First up is a new convolutional neural network (CNN) compact accelerator IP block for the tiny, ultra-low-power iCE40 UltraPlus FPGAs. The new IP supports 16-bit and 1-bit quantization for improved performance, power, and accuracy tradeoffs. Choosing the right bit-width can have a dramatic impact on the accuracy, power, and (to a lesser degree) performance of CNN implementations. Typically, those tradeoffs are done at implementation time, and the flexibility of FPGA-based inferencing engines really shines because of their ability to support fine-grained tuning of the logic for optimal quantization.
The iCE40 UltraPlus family would be the solution of choice for (for example) an “always-on processor that detects key- phrases or objects, and wakes up a high performance AP SoC / ASIC for further analytics only when required, reducing overall system power consumption.” Lattice originally acquired the iCE technology with their acquisition of SiliconBlue a few years ago, and the current devices are unique in the industry, with tiny form factors and absurdly low power consumption that are unmatched by any other type of FPGA. Lattice has been quite successful with these devices in mobile applications such as smartphones, and it is now opening up new markets for the technology with sensAI stack.

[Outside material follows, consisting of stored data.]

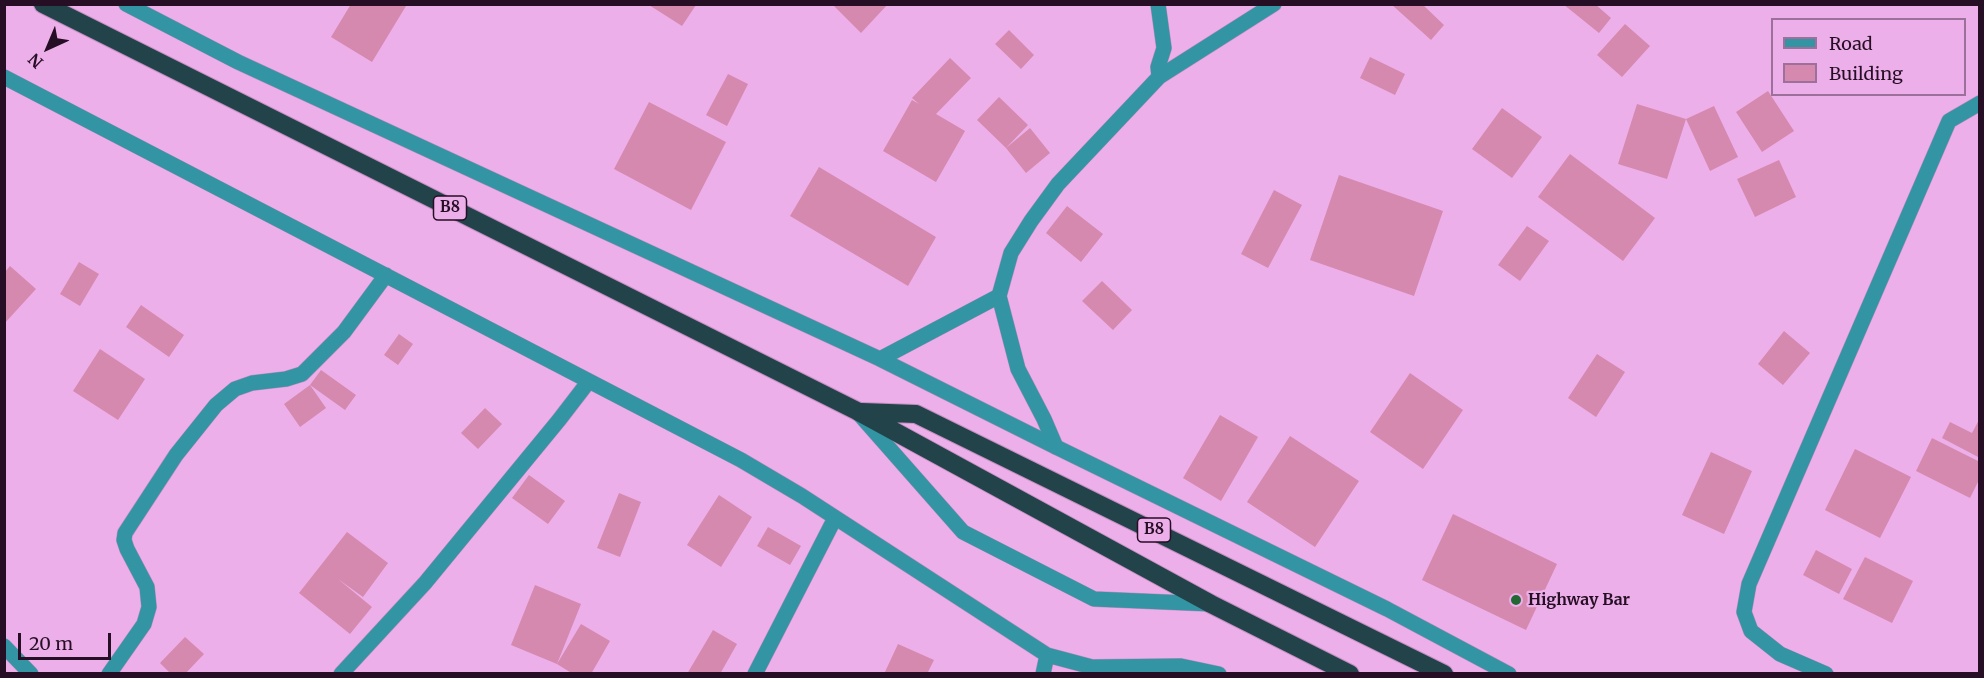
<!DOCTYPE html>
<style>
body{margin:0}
#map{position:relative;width:1984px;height:678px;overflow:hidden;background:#edafe9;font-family:Merriweather,serif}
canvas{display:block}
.frame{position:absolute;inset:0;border:6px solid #260f25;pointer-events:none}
.legend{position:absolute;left:1771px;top:18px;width:195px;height:78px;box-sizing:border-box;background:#edafe9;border:2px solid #9d6f9b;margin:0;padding:8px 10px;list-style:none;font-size:18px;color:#260f25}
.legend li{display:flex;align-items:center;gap:12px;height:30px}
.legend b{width:30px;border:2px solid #9d6f9b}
.north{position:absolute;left:18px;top:18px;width:60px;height:60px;-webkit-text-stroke:4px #edafe9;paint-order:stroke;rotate:224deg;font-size:16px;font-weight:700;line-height:24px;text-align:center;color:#260f25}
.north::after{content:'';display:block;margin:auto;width:21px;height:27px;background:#260f25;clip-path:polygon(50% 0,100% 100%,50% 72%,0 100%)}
.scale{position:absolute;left:18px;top:633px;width:93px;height:27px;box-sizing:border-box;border:3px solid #260f25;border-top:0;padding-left:8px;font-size:18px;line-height:21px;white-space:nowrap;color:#260f25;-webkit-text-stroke:4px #edafe9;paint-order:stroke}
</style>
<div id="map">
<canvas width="1984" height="678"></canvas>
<div class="frame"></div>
<ul class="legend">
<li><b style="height:8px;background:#3395a3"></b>Road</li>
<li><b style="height:16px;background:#d589af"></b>Building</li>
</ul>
<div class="north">N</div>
<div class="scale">20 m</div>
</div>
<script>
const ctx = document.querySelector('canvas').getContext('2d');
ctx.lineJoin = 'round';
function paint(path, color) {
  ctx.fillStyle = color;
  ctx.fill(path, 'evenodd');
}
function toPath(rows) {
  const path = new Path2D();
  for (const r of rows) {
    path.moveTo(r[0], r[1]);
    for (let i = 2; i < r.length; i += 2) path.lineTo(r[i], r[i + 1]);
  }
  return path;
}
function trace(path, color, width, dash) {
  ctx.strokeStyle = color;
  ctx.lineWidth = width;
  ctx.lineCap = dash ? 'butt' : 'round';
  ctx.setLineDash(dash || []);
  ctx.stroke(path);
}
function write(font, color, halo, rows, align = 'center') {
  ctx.font = font + ' Merriweather,serif';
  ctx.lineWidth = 4.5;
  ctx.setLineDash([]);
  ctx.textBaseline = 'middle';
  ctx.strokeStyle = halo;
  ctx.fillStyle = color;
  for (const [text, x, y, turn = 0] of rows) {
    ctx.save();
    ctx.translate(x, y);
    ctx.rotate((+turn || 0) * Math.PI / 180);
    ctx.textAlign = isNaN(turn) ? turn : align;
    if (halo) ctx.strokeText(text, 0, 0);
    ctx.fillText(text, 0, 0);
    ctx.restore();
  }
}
const building = toPath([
 [351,4,403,4,406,6,372,62,331,37],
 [832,4,888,4,861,33],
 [1391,4,1422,4,1444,25,1431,40],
 [1563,4,1595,4,1611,18,1599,33],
 [649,5,696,5,682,26],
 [1625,24,1650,46,1622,77,1597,55],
 [1009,30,1034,55,1021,69,995,44],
 [1370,57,1405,74,1395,95,1360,78],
 [950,58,971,78,936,114,965,131,936,182,883,151,912,100,919,104,912,98],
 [728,74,748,84,727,126,706,115],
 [1768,91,1794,131,1762,152,1736,112],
 [999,97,1028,125,1006,148,1030,128,1050,153,1026,173,1006,148,977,120],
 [649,102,726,142,691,210,614,169],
 [1637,104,1686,119,1667,179,1618,164],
 [1714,106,1738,157,1710,171,1686,119],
 [1502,108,1542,137,1512,178,1472,149],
 [1570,154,1655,218,1623,261,1538,197],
 [1779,160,1796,197,1755,217,1737,179],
 [819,167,936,237,908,286,790,216],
 [1339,175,1443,211,1414,296,1310,260],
 [1274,190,1302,205,1268,268,1241,254],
 [1067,206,1103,234,1081,262,1046,233],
 [1527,226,1549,241,1520,281,1498,265],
 [79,262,99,274,80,306,60,294],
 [10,266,36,289,4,324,4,273],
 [1102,281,1132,310,1113,330,1082,301],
 [141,305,184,335,169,357,126,327],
 [1784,331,1810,353,1783,385,1758,364],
 [399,334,413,344,398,365,384,355],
 [100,349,145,379,118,420,73,391],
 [1597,354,1625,372,1596,417,1568,398],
 [321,370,356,395,345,410,310,385],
 [1410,373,1463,410,1423,469,1370,432],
 [310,385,326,408,300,427,284,404],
 [485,408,502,424,478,449,461,433],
 [1220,415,1258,437,1221,501,1183,478],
 [1980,418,1980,458,1942,438,1950,422,1972,433],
 [1290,436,1359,481,1315,547,1247,502],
 [1932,438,1980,462,1980,478,1970,498,1916,471],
 [1855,449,1911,477,1880,538,1825,510],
 [1711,452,1752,471,1724,534,1682,515],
 [529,475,565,501,548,524,512,498],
 [619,493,641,502,620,557,597,548],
 [719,495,752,517,721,567,687,545],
 [1453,514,1557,564,1526,630,1422,580],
 [768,527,801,546,790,565,757,546],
 [347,532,388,563,363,597,338,579,372,607,350,634,299,593],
 [1816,550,1852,569,1839,594,1803,575],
 [1865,557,1913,581,1892,623,1843,599],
 [535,585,581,604,557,664,511,645],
 [581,624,610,641,591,674,573,674,557,664],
 [713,630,737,644,720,674,687,674],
 [185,637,204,654,185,674,171,674,160,663],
 [898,644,934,660,927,674,884,674]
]);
const lane = toPath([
 [126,4,238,62,880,359,1056,447],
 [4,77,741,460,802,496,1047,655,1092,667,1181,666,1219,674],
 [880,359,999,296],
 [860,415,963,532,1094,599,1211,604],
 [4,646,31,674],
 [109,674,144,624,149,607,147,587,127,549,124,540,125,533,176,455,216,405,235,389,252,383,286,379,302,374,344,332,386,275],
 [341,674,425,583,559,420,589,381],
 [755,674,835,518],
 [1043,674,1047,655]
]);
const street = toPath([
 [1158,4,1164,48,1158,67,1159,77],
 [1274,4,1159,77,1058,184,1031,221,1011,253,999,296,1018,369,1044,419,1056,447,1387,609,1509,674],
 [1826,674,1780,654,1751,631,1744,612,1749,584,1949,121,1980,103]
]);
const highway = toPath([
 [43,4,857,411,1211,604,1350,674],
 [862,412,916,414,1444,674]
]);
const markers = [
 [1516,600,6,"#226834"]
];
const shields = [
 [450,208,33],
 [1154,530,33]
];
const shieldNames = [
 ["B8",450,208],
 ["B8",1154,530]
];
const poiNames = [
 ["Highway Bar",1528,600]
];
paint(building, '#d589af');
trace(lane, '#c58fc2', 16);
trace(street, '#c58fc2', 16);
trace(highway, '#c58fc2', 20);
trace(lane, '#3395a3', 15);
trace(street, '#3395a3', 15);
trace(highway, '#224349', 18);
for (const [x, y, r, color] of markers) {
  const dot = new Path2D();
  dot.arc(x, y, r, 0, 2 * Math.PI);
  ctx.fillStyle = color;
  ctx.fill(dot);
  trace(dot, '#edafe9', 2);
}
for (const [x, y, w] of shields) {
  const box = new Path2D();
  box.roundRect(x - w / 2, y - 12, w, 24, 4.5);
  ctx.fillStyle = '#edafe9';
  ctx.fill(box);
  trace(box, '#260f25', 1.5);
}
write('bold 15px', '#260f25', null, shieldNames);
write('bold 16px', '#260f25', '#edafe9', poiNames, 'left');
</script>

Also new is enhanced CNN accelerator IP for the low-power, low-cost ECP5 FPGAs. ECP5 is the second tier in Lattice’s offering and is closer to what one would think of as a “conventional” low-end FPGA in terms of cost, performance, and power consumption. The company claims up to a 2x increase in DRAM memory bandwidth with the updated IP. This should give a significant performance improvement, particularly in smaller devices. With ECP5 doing neural network inference acceleration, we get a vastly increased range of IO flexibility, which facilitates interfacing to a wide variety of devices such as sensors or low-end MCUs.
Of course, you can’t design in what you can’t develop, and Lattice is rolling out a whole new array of software upgrades and development platforms. An updated neural network compiler tool improves ease-of-use, giving both Caffe and TensorFlow support for CNN implementation on iCE40 UltraPlus FPGAs. New kits/dev boards include the Himax HM01B0 UPduino Shield which (as one might guess from the name) is an Arduino form factor kit based on the UPduino 2.0 board for implementing AI with Lattice devices (specifially the iCE40 UltraPlus FPGA). It includes the Himax HM01B0 low power image sensor module and two I2S microphones, in order to take advantage of vision and sound as sensory inputs.
With partner DPControl, Lattice is also announcing the iCEVision Board, which is a vision-focused development using the iCE40 UltraPlus FPGA. It allows users to interface to image sensors using standard sensor connectors, enabling CNN-driven smart vision. Lattice says that “multiple interface connectors allow users to quickly implement solutions and confirm that their designs work as expected.” The iCEVision board is compatible with the most common camera interfaces including ArduCam, CSI, and PMOD.
On top of those, the company is also releasing new reference/demo designs, including new human presence detection and hand gesture recognition reference designs and demos. Handling this kind of sensor data with FPGAs versus MCUs should result in dramatic power savings and performance improvements and should enable many systems that would not otherwise be able to offer “always-on” detection capabilities for presence and gesture recognition.
Lattice is one of the few vendors actually delivering and shipping edge-class AI solutions now. Most of the other announcements we’ve seen are work-in-progress, so Lattice seems to have a decent head start in capturing this rapidly expanding market. The combination of Lattice’s low-cost, low-power FPGA technology, along with the tools, boards, IP, and other contributions of their partner ecosystem, should make sensAI a force in the race to enable AI in new IoT edge applications.